_Activity_.
Type each record below again, with the same words.

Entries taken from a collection
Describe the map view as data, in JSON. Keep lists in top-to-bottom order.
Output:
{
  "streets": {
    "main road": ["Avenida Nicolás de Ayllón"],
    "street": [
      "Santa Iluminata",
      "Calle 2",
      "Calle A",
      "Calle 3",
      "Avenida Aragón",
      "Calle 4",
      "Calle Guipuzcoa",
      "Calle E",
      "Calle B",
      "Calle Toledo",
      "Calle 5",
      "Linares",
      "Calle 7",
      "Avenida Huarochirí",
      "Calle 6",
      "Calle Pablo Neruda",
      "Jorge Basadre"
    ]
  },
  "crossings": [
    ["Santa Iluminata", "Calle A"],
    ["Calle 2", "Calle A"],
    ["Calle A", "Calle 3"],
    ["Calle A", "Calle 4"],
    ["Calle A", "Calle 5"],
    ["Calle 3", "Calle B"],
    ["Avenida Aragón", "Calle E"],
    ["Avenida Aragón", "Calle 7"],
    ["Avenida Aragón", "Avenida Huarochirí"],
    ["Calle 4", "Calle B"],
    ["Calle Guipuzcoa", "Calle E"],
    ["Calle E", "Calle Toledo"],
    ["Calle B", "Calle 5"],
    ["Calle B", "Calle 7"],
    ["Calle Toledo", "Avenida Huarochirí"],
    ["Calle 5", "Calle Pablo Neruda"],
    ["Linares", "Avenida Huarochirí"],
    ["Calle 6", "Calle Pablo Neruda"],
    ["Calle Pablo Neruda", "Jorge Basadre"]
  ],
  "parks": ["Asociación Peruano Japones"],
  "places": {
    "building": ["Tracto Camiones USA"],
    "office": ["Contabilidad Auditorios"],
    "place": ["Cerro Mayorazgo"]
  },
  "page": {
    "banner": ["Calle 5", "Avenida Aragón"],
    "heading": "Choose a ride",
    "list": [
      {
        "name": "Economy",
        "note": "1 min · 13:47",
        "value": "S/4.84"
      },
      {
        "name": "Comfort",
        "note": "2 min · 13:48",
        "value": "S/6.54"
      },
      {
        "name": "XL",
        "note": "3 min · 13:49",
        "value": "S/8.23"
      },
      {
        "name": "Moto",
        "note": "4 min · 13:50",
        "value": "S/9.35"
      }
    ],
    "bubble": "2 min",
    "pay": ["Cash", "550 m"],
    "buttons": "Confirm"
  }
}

_Output for this task_.
Describe the map view as data, in JSON. Keep lists in top-to-bottom order.
Output:
{
  "streets": {
    "main road": ["Avenida Nicolás de Ayllón"],
    "street": [
      "Santa Iluminata",
      "Calle 2",
      "Calle A",
      "Calle 3",
      "Avenida Aragón",
      "Calle 4",
      "Calle Guipuzcoa",
      "Calle E",
      "Calle B",
      "Calle Toledo",
      "Calle 5",
      "Linares",
      "Calle 7",
      "Avenida Huarochirí",
      "Calle 6",
      "Calle Pablo Neruda",
      "Jorge Basadre"
    ]
  },
  "crossings": [
    ["Santa Iluminata", "Calle A"],
    ["Calle 2", "Calle A"],
    ["Calle A", "Calle 3"],
    ["Calle A", "Calle 4"],
    ["Calle A", "Calle 5"],
    ["Calle 3", "Calle B"],
    ["Avenida Aragón", "Calle E"],
    ["Avenida Aragón", "Calle 7"],
    ["Avenida Aragón", "Avenida Huarochirí"],
    ["Calle 4", "Calle B"],
    ["Calle Guipuzcoa", "Calle E"],
    ["Calle E", "Calle Toledo"],
    ["Calle B", "Calle 5"],
    ["Calle B", "Calle 7"],
    ["Calle Toledo", "Avenida Huarochirí"],
    ["Calle 5", "Calle Pablo Neruda"],
    ["Linares", "Avenida Huarochirí"],
    ["Calle 6", "Calle Pablo Neruda"],
    ["Calle Pablo Neruda", "Jorge Basadre"]
  ],
  "parks": ["Asociación Peruano Japones"],
  "places": {
    "building": ["Tracto Camiones USA"],
    "office": ["Contabilidad Auditorios"],
    "place": ["Cerro Mayorazgo"]
  },
  "page": {
    "banner": ["Calle 5", "Avenida Aragón"],
    "heading": "Choose a ride",
    "list": [
      {
        "name": "Economy",
        "note": "1 min · 13:47",
        "value": "S/4.84"
      },
      {
        "name": "Comfort",
        "note": "2 min · 13:48",
        "value": "S/6.54"
      },
      {
        "name": "XL",
        "note": "3 min · 13:49",
        "value": "S/8.23"
      },
      {
        "name": "Moto",
        "note": "4 min · 13:50",
        "value": "S/9.35"
      }
    ],
    "bubble": "2 min",
    "pay": ["Cash", "550 m"],
    "buttons": "Confirm"
  }
}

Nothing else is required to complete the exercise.